*** The records

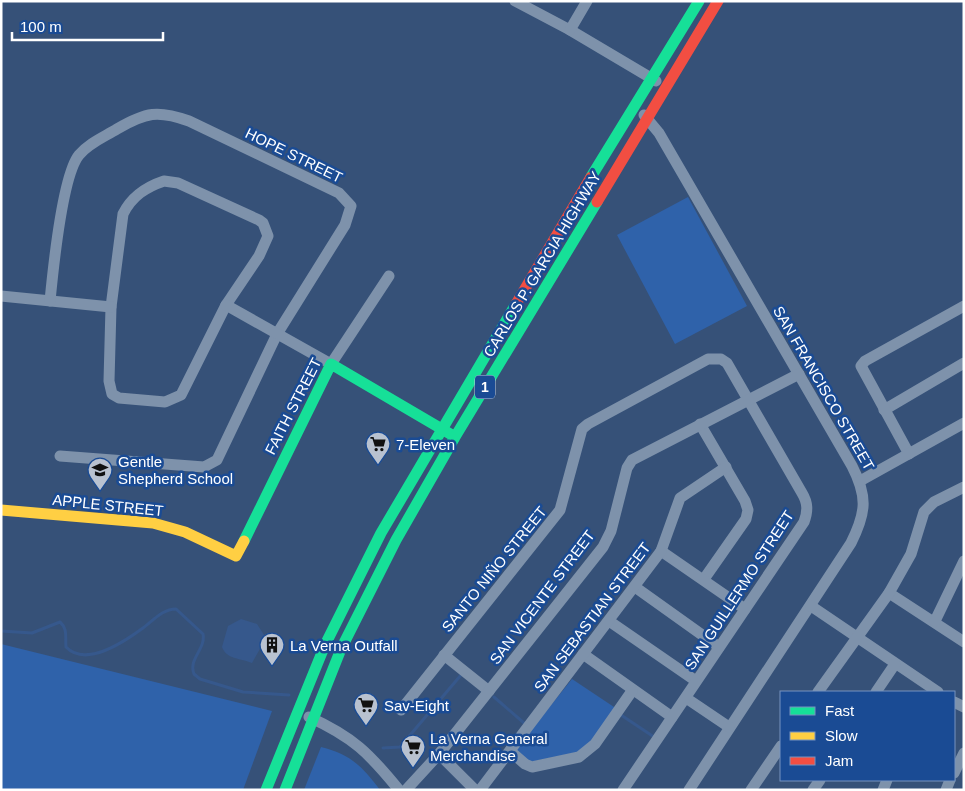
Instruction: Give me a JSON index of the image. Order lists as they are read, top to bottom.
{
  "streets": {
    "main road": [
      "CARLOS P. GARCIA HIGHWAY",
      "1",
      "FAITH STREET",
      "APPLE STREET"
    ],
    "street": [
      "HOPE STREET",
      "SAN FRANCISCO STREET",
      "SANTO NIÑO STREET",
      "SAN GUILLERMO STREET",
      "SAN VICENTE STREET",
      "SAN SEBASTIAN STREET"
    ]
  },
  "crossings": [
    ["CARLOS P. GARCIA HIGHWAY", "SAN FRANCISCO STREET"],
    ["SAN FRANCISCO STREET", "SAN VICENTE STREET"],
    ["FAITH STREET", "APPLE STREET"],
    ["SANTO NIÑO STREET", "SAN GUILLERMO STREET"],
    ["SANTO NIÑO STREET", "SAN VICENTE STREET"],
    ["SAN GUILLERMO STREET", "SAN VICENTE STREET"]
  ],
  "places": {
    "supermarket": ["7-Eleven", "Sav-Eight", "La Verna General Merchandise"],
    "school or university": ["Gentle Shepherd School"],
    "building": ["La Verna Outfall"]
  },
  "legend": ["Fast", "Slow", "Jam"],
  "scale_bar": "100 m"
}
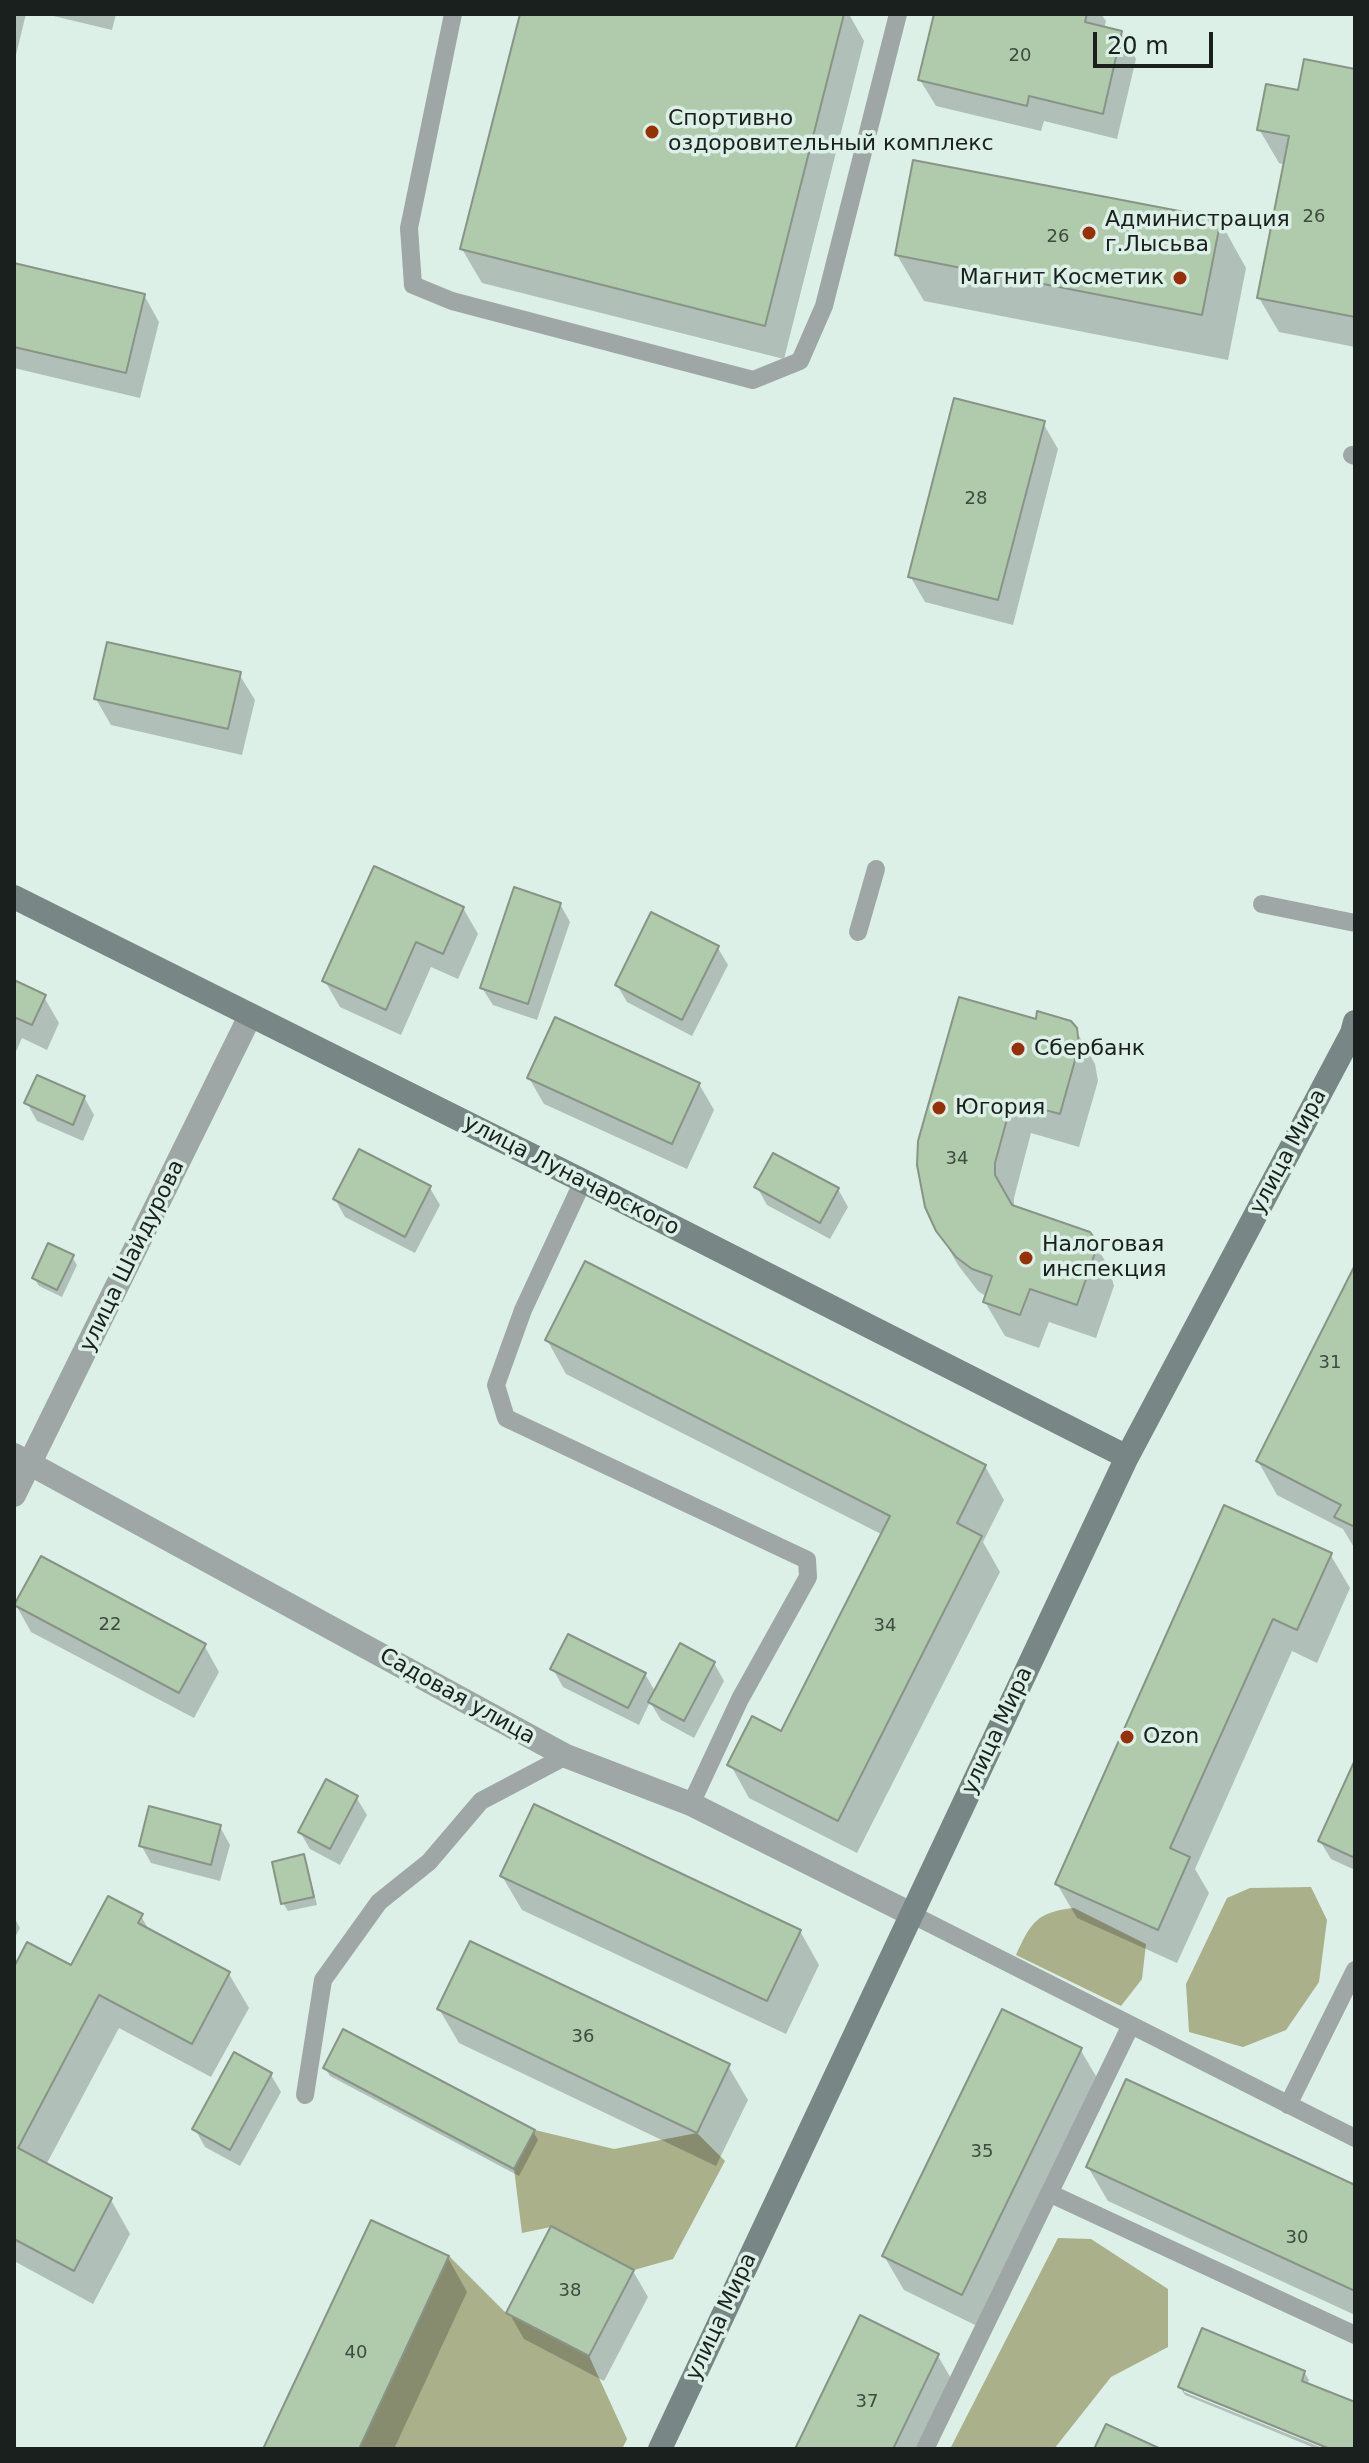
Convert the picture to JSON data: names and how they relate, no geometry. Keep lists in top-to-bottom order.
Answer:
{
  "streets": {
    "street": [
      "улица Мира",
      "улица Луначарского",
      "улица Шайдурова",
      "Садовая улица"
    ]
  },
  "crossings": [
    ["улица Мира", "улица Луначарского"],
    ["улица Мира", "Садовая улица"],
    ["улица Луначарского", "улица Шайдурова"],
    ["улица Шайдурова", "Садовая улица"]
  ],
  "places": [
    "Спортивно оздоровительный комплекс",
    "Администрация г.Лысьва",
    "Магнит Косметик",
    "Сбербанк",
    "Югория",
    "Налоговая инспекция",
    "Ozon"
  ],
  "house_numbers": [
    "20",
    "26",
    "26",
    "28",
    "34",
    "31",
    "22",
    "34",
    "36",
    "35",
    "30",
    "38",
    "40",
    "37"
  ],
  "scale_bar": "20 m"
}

******

_Activity_
Scan the material above for the string "Verna" and return the lines that hold it.

_Solution to the exercise_
    "supermarket": ["7-Eleven", "Sav-Eight", "La Verna General Merchandise"],
    "building": ["La Verna Outfall"]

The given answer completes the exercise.